PAR CES MOTIFS : Le Juge de l'Exécution, statuant publiquement, par jugement contradictoire, en premier ressort, et par mise à disposition : Dit n'y avoir lieu à liquidation de l'astreinte fixée par le jugement du 2 juillet 2024, Déboute en conséquence Monsieur [G] [B] de l'intégralité de ses prétentions, Dit n'y avoir lieu à application de l'article 700 du code de procédure civile, Condamne Monsieur [G] [B] aux dépens, LE GREFFIER LE JUGE DE L’EXÉCUTION

Questions fréquentes

Qu'est-ce que l'exécution par équivalent d'une obligation de faire ?
L'exécution par équivalent consiste à remplacer l'obligation initiale (ex: remettre un bulletin de paie rectifié) par une autre prestation équivalente (ex: un courrier détaillant les rappels de salaire) lorsque l'exécution exacte est impossible.
L'employeur peut-il échapper à une astreinte en invoquant une impossibilité technique ?
Oui, si l'impossibilité est réelle et sérieuse, et si l'obligation a été exécutée par équivalent sans préjudice pour le salarié, l'astreinte ne sera pas liquidée.
Que faire si mon employeur ne peut pas éditer un bulletin de paie rectifié ?
Vous pouvez accepter un document équivalent détaillant les sommes dues, comme un courrier de la direction des ressources humaines, à condition qu'il soit suffisamment précis et reconnu par les organismes sociaux.

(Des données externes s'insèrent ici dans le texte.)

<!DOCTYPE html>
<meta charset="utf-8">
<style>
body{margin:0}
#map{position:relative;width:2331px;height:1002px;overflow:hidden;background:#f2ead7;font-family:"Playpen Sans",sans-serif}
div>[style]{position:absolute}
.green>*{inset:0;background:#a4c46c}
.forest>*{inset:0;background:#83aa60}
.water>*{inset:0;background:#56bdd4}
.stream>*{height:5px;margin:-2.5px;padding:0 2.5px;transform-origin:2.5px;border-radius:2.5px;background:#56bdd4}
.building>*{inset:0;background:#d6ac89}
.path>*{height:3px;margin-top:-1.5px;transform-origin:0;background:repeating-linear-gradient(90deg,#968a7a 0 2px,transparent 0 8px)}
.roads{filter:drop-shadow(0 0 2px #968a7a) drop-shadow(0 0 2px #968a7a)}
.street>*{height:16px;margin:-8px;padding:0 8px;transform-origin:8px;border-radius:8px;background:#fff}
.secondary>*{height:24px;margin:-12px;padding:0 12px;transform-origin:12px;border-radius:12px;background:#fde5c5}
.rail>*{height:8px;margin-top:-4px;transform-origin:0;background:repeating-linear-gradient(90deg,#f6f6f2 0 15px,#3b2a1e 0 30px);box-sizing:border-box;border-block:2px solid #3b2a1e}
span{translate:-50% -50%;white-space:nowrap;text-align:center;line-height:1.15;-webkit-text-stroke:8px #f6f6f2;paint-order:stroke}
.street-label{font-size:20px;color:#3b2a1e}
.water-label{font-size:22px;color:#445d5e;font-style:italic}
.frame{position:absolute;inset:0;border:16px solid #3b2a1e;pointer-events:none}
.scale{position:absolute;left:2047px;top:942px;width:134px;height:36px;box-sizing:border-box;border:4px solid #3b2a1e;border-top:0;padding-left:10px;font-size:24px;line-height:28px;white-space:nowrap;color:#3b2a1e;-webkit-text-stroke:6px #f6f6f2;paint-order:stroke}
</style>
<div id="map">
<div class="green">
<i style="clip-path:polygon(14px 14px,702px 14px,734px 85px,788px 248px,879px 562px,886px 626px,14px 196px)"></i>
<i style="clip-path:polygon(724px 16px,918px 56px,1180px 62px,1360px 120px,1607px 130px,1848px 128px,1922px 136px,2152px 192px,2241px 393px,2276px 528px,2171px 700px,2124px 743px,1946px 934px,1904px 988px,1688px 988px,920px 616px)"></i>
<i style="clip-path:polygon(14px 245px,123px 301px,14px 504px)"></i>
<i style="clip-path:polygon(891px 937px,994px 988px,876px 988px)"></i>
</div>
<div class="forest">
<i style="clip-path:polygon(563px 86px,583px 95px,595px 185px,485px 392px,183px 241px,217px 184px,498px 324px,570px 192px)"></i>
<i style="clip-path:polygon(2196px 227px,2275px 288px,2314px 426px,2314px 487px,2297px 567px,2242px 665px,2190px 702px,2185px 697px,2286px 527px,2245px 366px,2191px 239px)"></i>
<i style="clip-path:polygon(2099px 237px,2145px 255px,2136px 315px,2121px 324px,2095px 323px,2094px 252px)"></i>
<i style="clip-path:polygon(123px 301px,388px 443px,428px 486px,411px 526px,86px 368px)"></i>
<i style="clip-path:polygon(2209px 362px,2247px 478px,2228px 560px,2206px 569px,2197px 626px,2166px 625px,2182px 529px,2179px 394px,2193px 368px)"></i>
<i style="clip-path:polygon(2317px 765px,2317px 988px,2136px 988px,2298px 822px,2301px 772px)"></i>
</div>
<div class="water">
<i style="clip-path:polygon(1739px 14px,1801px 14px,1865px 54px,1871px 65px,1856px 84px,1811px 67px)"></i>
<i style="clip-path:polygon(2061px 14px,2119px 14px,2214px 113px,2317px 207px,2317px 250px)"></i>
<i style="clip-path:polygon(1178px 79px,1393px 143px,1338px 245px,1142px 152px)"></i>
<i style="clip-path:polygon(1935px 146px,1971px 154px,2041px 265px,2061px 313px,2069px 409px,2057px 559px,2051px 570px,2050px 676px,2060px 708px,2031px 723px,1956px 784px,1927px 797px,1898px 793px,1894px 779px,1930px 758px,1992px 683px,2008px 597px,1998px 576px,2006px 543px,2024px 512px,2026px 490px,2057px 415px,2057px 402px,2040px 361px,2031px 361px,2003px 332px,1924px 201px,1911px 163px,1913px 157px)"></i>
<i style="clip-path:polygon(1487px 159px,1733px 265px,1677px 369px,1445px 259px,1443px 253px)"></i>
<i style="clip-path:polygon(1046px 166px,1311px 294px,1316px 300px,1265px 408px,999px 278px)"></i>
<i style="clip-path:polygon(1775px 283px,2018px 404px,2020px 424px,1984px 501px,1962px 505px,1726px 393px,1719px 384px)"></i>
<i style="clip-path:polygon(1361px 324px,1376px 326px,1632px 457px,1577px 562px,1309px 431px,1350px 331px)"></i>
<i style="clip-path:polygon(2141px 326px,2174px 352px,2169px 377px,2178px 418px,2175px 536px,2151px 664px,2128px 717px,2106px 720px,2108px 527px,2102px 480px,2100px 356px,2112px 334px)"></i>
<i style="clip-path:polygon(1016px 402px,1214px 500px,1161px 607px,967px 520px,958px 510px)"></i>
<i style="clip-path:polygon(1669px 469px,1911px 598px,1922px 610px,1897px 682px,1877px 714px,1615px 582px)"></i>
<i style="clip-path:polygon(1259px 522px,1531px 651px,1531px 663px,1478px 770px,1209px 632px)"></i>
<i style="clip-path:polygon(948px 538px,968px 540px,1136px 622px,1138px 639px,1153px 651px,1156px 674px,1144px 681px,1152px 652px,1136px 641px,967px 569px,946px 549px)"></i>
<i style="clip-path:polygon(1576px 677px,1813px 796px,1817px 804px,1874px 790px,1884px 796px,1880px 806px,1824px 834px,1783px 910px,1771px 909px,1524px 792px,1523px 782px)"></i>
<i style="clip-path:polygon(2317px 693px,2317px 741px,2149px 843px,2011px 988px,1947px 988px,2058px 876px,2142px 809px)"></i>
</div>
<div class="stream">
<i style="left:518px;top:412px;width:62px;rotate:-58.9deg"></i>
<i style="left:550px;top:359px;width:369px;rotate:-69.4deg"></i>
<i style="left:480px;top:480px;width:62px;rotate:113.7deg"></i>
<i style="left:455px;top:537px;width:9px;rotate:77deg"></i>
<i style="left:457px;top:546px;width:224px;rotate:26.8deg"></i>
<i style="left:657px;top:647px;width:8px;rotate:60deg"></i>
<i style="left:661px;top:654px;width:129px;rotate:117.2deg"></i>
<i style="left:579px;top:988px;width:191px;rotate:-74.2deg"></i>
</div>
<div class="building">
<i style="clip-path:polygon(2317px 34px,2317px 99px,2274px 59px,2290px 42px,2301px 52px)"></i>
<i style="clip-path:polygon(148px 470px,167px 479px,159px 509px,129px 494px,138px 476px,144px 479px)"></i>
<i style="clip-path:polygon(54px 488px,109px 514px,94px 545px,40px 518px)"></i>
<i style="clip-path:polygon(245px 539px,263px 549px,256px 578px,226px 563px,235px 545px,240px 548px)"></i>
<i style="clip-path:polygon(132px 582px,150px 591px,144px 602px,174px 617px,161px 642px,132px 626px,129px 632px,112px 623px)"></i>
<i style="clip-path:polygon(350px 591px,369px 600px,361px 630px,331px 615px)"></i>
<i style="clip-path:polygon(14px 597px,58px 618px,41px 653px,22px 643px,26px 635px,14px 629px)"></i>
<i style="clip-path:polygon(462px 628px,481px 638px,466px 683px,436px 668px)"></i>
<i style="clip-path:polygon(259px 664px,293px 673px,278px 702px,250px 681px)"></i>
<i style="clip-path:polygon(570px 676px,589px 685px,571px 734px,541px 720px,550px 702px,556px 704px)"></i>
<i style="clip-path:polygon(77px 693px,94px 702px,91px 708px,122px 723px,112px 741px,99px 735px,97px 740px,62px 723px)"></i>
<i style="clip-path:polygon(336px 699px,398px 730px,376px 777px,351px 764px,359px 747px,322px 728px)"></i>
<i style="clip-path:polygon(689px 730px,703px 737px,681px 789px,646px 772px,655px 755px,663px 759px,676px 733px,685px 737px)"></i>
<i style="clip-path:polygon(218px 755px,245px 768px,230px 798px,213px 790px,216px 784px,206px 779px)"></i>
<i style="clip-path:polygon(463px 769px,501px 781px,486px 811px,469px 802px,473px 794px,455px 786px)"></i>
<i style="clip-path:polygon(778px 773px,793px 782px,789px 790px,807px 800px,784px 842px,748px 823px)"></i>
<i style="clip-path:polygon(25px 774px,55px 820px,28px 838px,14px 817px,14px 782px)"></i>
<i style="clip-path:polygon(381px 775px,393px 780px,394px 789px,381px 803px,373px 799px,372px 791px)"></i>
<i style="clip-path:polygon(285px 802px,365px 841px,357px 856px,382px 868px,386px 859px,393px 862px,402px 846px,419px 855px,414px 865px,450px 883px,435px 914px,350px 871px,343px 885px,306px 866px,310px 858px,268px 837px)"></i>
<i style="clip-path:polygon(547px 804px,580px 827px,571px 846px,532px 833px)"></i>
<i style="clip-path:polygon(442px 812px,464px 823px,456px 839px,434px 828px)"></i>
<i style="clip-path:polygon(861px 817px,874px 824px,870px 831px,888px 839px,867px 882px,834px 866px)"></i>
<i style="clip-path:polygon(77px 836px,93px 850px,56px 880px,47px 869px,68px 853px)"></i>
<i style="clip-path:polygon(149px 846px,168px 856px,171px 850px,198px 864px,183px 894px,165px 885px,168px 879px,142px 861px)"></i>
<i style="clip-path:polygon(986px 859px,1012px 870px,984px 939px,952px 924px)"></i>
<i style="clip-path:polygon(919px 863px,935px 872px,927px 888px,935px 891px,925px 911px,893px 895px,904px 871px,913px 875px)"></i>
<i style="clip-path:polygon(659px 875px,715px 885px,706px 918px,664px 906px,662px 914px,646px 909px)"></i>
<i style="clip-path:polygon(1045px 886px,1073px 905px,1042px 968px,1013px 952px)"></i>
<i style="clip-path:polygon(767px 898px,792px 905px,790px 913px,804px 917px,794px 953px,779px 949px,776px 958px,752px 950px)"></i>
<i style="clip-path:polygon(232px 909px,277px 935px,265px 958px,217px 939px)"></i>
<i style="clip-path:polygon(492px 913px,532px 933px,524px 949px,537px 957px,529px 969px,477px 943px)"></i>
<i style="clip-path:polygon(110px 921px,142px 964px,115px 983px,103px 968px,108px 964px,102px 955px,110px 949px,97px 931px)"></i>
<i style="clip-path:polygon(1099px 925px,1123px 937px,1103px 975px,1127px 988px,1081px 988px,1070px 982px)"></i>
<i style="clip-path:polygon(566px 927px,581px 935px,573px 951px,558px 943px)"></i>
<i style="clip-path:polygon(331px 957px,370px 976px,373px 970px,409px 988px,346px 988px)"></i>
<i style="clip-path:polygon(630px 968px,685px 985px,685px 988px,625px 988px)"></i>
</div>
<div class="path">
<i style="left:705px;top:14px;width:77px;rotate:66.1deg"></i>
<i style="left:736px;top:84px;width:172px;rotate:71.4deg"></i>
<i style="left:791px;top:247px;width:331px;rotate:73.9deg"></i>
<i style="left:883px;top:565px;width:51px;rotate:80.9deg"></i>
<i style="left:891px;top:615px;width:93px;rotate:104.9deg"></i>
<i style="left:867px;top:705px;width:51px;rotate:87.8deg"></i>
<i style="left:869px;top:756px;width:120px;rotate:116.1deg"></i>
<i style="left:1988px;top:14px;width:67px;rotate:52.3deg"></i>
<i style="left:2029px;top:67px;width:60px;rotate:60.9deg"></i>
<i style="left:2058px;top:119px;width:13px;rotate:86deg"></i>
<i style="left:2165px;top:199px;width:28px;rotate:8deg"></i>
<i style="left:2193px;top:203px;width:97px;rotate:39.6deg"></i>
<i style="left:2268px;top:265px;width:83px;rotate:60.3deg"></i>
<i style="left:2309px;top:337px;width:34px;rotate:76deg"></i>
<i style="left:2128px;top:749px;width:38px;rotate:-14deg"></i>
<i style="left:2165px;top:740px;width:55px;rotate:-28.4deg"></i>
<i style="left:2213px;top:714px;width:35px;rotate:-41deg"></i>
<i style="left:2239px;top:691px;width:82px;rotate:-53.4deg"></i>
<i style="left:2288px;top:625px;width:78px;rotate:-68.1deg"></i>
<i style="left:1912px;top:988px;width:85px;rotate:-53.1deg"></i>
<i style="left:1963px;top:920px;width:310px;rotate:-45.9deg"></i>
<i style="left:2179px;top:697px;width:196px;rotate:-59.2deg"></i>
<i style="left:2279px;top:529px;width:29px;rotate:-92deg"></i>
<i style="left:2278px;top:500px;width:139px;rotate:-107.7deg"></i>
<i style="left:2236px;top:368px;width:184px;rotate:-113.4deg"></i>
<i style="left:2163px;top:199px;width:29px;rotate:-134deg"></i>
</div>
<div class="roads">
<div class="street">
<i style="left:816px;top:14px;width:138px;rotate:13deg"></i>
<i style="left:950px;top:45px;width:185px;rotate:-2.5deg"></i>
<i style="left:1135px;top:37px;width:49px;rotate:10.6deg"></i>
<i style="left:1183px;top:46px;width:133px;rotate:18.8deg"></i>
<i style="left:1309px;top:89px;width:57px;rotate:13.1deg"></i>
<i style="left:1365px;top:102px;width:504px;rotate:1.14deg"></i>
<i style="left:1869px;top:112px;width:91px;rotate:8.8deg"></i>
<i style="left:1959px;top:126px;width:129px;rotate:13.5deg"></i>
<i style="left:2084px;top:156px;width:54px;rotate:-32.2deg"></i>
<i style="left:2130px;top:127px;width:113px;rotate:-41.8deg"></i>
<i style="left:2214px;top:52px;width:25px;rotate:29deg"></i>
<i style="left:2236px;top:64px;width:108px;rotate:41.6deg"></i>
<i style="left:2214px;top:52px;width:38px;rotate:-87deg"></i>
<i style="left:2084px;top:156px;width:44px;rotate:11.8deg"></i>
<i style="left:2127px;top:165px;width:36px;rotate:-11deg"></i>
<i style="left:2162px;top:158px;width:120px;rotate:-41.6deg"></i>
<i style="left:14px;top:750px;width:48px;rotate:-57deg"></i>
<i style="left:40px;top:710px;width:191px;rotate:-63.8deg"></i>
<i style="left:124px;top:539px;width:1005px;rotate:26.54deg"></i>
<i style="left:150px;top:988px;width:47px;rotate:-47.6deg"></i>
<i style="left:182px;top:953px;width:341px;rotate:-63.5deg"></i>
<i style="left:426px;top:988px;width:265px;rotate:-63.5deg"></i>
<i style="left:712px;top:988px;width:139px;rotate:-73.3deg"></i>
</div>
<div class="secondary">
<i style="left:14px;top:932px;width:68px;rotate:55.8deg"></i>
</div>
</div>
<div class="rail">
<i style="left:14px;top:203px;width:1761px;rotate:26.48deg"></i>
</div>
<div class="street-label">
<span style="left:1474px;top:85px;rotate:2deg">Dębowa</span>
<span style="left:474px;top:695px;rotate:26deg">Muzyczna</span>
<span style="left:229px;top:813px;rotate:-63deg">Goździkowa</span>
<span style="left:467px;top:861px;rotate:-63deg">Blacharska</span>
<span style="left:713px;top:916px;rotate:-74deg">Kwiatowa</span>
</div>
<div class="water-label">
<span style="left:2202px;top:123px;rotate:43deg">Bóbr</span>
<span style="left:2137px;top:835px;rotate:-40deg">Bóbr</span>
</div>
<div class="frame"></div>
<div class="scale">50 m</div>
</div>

Quels sont les critères pour refuser la liquidation d'une astreinte ?
Les critères sont : une impossibilité matérielle ou technique d'exécution, une exécution par équivalent, et l'absence de préjudice pour le créancier.
Puis-je obtenir des dommages et intérêts si l'astreinte n'est pas liquidée ?
Non, si l'exécution par équivalent est jugée suffisante et sans préjudice, les demandes de dommages et intérêts pour résistance abusive seront rejetées.
Quel est le rôle du juge de l'exécution en matière d'astreinte ?
Le juge de l'exécution statue sur la liquidation de l'astreinte, c'est-à-dire qu'il décide si l'astreinte est due et en fixe le montant, en vérifiant si l'obligation a été exécutée et si des difficultés d'exécution existent.